Virus respiratoire syncytial (en bleu) avec des anticorps humains (en jaune). Image: NIAID
Les urgences des hôpitaux pour enfants sont saturées, et le phénomène semble généralisé. En cause, la pénurie de personnel, bien sûr, mais aussi le retour en force – et en avance – de « vieux » virus comme le virus respiratoire syncytial (VRS), qui est l’une des principales causes d’hospitalisation des bébés.
Alors que le taux d’occupation de l’hôpital Sainte-Justine à Montréal atteint des sommets, la situation n’est guère meilleure en Ontario. Les médias rapportent des taux de débordement similaires dans la plupart des États américains, ainsi qu’en France où 4 000 soignants en pédiatrie ont dénoncé dans une lettre ouverte la saturation des services pédiatriques hospitaliers. Avec de nombreux lits fermés faute de personnel, les hôpitaux peinent à faire face à l’afflux d’enfants malades.
« Effectivement, la situation actuelle est vraiment exceptionnelle, avec un volume extraordinaire d’enfants se présentant aux urgences avec des infections respiratoires. Beaucoup d’entre eux requièrent une admission à l’hôpital, constate de son côté le Dr Jesse Papenburg, pédiatre-infectiologue à l’Hôpital de Montréal pour enfants. Une proportion très importante des cas est due au VRS, mais il y a aussi plusieurs autres virus comme les rhinovirus, les entérovirus, les adénovirus, les métapneumovirus… »

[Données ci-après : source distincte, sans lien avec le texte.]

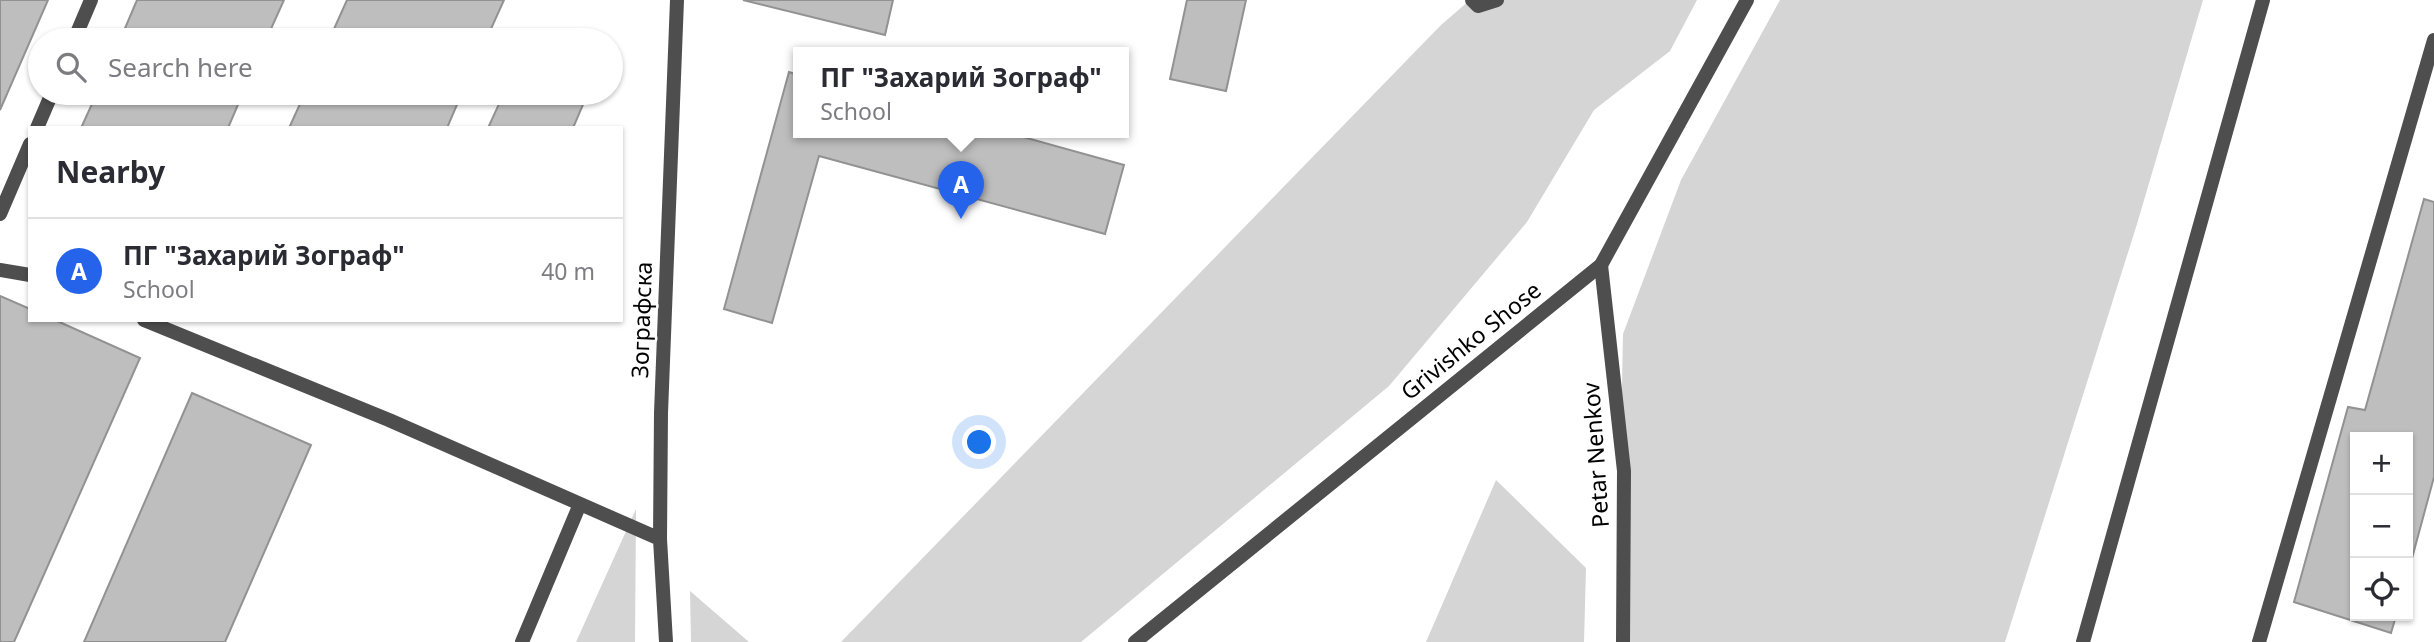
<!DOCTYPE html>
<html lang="en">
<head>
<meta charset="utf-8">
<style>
	body { margin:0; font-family:"Noto Sans",sans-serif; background:#f2f2f3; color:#2b2b33 }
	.controls { position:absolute; right:21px; bottom:21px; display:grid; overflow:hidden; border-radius:0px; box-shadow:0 2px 5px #0004 }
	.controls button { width:63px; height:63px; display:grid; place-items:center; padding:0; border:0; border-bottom:2px solid #e1e1e2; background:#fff; color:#2b2b33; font:35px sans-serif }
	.you { position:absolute; left:980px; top:443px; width:24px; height:24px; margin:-18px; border:5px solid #fff; border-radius:50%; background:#1a73e8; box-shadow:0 0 0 10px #1a73e833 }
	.badge { display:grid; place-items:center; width:46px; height:46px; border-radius:50%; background:#2563eb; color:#fff; font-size:23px; font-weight:700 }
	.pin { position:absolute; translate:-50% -58px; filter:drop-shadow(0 2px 4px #0008) }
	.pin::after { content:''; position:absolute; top:37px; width:24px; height:21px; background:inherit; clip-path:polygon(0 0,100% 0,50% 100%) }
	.popup { position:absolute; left:793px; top:47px; width:336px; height:91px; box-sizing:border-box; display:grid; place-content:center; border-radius:0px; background:#fff; filter:drop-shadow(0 2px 5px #0005); font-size:23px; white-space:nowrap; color:#7c7c81 }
	.popup b { font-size:26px; color:#2b2b33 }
	.popup::after { content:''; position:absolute; left:50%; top:100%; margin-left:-14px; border:14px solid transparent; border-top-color:#fff }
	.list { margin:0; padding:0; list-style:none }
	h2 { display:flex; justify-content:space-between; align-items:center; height:91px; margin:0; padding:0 28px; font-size:30px }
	h2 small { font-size:23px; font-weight:400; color:#7c7c81 }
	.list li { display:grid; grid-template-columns:46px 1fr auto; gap:21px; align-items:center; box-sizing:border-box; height:105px; padding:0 28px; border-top:2px solid #e1e1e2 }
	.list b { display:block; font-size:26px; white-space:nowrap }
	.list p { margin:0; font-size:23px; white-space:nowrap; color:#7c7c81 }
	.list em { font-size:23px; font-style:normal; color:#7c7c81 }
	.icon { flex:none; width:38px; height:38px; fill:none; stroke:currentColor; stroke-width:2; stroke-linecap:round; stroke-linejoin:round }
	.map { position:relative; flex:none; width:2434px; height:642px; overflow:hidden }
	.search { position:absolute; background:#fff; box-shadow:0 2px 5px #0004; left:28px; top:28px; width:595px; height:77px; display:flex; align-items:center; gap:18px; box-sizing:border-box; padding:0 24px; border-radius:38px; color:#7c7c81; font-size:26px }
	.panel { position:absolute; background:#fff; box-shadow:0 2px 5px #0004; left:28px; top:126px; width:595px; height:196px; border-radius:0px }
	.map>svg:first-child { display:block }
</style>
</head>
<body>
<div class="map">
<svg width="2434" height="642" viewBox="0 0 2434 642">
	<rect width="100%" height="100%" fill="#fff"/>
	<path fill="#d5d5d5" d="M 1470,0 L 1697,0 L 1670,51 L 1594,110 L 1527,222 L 1389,386 L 1081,642 L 841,642 L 1441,25 Z
		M 1780,0 L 2203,0 L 2137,224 L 2005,642 L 1617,642 L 1623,334 L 1681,180 Z
		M 1496,480 L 1586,568 L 1584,642 L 1426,642 Z
		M 636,509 L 635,642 L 576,642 Z
		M 690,591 L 749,642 L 691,642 Z"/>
	<path fill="#bebebe" stroke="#929292" stroke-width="2" d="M 0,0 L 48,0 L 0,110 Z
		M 137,0 L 284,0 L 266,40 L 120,40 Z
		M 347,0 L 504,0 L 486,40 L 329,40 Z
		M 743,0 L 893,0 L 885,35 Z
		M 1187,0 L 1246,0 L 1226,91 L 1170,79 Z
		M 533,30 L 554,40 L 528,40 Z
		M 789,72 L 798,75 L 798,133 L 1009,133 L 1124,165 L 1105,234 L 819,156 L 772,323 L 724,309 Z
		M 97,93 L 243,93 L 228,128 L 81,128 Z
		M 305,93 L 462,93 L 447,128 L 289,128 Z
		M 504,93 L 588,93 L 573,128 L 488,128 Z
		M 2424,199 L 2434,202 L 2434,477 L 2408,573 L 2408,437 L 2355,437 L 2355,616 L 2396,616 L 2391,633 L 2294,602 L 2348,407 L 2365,410 Z
		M 0,296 L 30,309 L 30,320 L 55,320 L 140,358 L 14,642 L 0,642 Z
		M 192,393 L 311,445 L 225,642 L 84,642 Z"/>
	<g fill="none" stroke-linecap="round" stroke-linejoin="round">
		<path stroke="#4e4e4e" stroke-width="14" d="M 1472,0 L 1478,6 L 1497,0
			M 74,40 L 91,0
			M 37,128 L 52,93
			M 0,214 L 30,144
			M 0,270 L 30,275
			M 144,320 L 389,420 L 660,539
			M 522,642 L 580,504
			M 666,642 L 660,539 L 661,413 L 677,0
			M 2083,642 L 2263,0
			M 2259,642 L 2434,40"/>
		<path stroke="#4e4e4e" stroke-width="14" d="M 1601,265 L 1624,471 L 1623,642"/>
		<path stroke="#4e4e4e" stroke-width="14" d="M 1135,642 L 1601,265 L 1747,0"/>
	</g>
	<g text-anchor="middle" stroke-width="5" stroke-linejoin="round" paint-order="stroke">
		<g font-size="23" fill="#000" stroke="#fff">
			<text transform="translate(642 320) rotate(-88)" y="8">Зографска</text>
			<text transform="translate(1471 341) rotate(-39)" y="8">Grivishko Shose</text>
			<text transform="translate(1596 455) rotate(-94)" y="8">Petar Nenkov</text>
		</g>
	</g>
</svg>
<div class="controls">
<button>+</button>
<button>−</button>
<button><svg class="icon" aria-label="locate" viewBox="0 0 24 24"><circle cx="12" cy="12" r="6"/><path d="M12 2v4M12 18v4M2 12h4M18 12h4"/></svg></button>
</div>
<div class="you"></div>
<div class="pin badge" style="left:961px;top:219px">A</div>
<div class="popup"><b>ПГ &quot;Захарий Зограф&quot;</b>School</div>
<div class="search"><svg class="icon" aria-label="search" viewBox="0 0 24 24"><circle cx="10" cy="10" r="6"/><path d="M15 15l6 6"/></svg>Search here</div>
<section class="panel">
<h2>Nearby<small></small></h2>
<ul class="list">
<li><span class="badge">A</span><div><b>ПГ &quot;Захарий Зограф&quot;</b><p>School</p></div><em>40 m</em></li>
</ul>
</section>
</div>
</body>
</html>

Le VRS entraîne tout un éventail d’infections allant du simple rhume à l’otite, jusqu’à la pneumonie et la bronchiolite potentiellement graves. Il est responsable de 60 à 80% des hospitalisations de bébés pour bronchiolite (une obstruction des voies respiratoires inférieures, qui peut entraîner des difficultés à respirer et à s’alimenter).
Décalage saisonnier
Au Canada, la saison du VRS commence généralement en novembre ou en décembre et se poursuit pendant quatre à cinq mois. Mais cette année, il est en avance, selon la veille de Santé Canada. Le Québec est particulièrement touché, avec 344 cas positifs la semaine dernière selon l’Institut national de santé publique.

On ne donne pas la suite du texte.